Alle drei Varianten sind juristisch eindeutig und für jeden verständlich. Kein Mandant, kein Kollege, kein Richter muss sich dann fragen: „Was genau ist gemeint?“

 

Tipps für den Kanzleialltag

Einfache Faustregel für den Umgang mit „bzw.“: Verwenden Sie es nur dann, wenn der Satz auch ohne Kontext eindeutig bleibt. Ein unbefangener Leser sollte ohne Rückfragen sofort verstehen, ob das „bzw.“ für „und“, „oder“ oder aber für „genauer gesagt“ steht.

Verträge: Suchen Sie in Vertragsentwürfen gezielt nach „bzw.“ und ersetzen Sie es durch eine unmissverständliche Alternative.
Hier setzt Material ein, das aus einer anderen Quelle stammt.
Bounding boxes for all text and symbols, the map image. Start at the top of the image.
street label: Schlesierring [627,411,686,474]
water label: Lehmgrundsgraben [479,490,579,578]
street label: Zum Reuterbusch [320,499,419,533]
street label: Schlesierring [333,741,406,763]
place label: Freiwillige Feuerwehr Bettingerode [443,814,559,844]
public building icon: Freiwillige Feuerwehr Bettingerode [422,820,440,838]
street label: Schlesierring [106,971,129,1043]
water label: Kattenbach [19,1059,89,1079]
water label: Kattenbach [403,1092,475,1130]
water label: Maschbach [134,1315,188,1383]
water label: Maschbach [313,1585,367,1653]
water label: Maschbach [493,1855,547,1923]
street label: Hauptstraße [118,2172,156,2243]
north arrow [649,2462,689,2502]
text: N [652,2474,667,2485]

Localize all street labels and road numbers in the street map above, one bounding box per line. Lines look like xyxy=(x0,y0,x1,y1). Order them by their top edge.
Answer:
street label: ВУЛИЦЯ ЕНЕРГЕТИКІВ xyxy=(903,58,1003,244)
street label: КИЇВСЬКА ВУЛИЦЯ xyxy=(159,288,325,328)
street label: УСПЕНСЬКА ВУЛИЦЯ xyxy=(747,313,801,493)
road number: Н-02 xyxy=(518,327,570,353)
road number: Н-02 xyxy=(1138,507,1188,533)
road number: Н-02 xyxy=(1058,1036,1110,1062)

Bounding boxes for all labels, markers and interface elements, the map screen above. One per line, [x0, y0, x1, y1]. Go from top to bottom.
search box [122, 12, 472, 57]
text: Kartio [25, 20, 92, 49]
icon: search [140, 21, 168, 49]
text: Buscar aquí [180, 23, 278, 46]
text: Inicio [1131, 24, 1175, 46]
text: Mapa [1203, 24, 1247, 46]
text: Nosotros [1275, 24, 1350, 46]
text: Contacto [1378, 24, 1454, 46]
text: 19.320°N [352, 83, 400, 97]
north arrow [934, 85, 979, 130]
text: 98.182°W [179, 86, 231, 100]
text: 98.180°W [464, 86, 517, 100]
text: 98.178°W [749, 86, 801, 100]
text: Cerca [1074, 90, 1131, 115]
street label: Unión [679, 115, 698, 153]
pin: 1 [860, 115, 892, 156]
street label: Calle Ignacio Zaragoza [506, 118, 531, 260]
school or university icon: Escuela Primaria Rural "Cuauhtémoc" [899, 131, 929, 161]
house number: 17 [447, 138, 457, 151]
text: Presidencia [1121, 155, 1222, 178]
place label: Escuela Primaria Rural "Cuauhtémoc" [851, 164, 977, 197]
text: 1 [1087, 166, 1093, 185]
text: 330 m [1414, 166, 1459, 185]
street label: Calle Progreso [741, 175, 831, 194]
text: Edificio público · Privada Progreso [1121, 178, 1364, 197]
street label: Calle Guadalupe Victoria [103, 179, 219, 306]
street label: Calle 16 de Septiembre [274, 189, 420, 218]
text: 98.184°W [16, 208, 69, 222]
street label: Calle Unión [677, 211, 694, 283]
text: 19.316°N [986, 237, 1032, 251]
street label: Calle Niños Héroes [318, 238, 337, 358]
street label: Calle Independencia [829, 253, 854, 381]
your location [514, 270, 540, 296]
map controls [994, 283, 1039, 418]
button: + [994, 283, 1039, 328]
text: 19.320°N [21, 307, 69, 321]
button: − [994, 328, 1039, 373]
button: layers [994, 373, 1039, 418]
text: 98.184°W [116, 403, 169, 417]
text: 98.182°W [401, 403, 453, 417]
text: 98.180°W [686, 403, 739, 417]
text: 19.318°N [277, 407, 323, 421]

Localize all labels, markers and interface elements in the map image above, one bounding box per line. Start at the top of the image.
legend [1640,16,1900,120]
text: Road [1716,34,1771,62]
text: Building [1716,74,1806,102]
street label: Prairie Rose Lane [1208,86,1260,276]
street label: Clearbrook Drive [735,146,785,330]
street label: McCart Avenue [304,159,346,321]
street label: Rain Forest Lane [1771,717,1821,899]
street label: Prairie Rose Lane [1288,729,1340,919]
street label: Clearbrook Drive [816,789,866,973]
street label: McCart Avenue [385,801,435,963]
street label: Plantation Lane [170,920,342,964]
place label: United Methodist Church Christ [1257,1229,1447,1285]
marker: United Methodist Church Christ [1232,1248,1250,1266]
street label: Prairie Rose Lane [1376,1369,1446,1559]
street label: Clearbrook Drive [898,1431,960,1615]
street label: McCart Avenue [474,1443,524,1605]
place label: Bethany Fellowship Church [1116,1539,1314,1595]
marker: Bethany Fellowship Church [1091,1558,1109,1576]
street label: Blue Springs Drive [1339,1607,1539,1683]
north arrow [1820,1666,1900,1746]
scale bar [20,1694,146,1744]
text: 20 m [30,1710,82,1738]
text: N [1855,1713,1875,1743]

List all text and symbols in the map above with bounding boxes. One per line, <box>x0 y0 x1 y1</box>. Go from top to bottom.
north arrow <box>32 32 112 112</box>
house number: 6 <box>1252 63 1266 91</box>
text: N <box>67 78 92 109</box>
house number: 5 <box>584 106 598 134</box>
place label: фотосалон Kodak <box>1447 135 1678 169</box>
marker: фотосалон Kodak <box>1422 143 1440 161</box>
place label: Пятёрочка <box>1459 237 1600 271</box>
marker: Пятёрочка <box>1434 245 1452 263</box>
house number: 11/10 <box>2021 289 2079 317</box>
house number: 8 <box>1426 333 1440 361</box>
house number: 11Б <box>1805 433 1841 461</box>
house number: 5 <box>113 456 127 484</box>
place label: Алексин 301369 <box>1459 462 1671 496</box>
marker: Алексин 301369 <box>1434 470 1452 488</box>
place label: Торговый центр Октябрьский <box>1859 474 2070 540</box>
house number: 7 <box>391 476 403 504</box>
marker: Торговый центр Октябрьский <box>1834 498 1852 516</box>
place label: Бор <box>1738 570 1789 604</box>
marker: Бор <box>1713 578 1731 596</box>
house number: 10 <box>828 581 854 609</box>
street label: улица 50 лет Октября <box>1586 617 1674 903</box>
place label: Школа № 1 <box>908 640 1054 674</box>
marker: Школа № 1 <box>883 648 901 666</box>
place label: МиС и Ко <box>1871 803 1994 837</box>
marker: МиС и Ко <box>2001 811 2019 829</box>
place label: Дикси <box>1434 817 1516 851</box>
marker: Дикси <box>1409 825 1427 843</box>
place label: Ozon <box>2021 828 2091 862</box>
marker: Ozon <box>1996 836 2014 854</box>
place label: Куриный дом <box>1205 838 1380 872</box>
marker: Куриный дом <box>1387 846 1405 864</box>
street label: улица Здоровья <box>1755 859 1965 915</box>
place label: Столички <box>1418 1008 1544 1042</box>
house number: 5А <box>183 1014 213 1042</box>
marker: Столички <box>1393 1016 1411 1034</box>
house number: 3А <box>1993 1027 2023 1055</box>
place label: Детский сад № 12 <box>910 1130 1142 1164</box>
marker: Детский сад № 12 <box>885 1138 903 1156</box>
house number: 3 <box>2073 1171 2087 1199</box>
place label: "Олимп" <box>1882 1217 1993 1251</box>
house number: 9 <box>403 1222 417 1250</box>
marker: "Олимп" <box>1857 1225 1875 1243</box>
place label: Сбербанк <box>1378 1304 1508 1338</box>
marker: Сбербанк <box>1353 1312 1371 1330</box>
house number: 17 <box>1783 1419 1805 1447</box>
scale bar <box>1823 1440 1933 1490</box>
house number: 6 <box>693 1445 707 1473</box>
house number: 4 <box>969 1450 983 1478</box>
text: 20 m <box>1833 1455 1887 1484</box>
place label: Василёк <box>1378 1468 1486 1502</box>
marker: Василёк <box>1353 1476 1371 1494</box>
Mandantenkorrespondenz: Vermeiden Sie den Gebrauch von „bzw.“. Mandanten sollen nicht raten müssen.

Schriftsätze: Formulieren Sie so, dass die Gegenseite keine Angriffsfläche bekommt und der Richter keine Notwendigkeit für Auslegung sieht.

Mustertexte und Vorlagen: Überarbeiten Sie alte Vorlagen und Textbausteine, in denen „bzw.“ steht. Das erhöht die Verständlichkeit Ihrer gesamten Kanzleikommunikation.

 

Fazit:

Das Kürzel „bzw.“ eröffnet Interpretationsspielräume, die teuer werden können. Es kann Verträge unklar, Schriftsätze angreifbar und Mandantenbriefe missverständlich machen. In der juristischen Praxis sollten Sie sich von diesem falschen Freund weitestgehend verabschieden.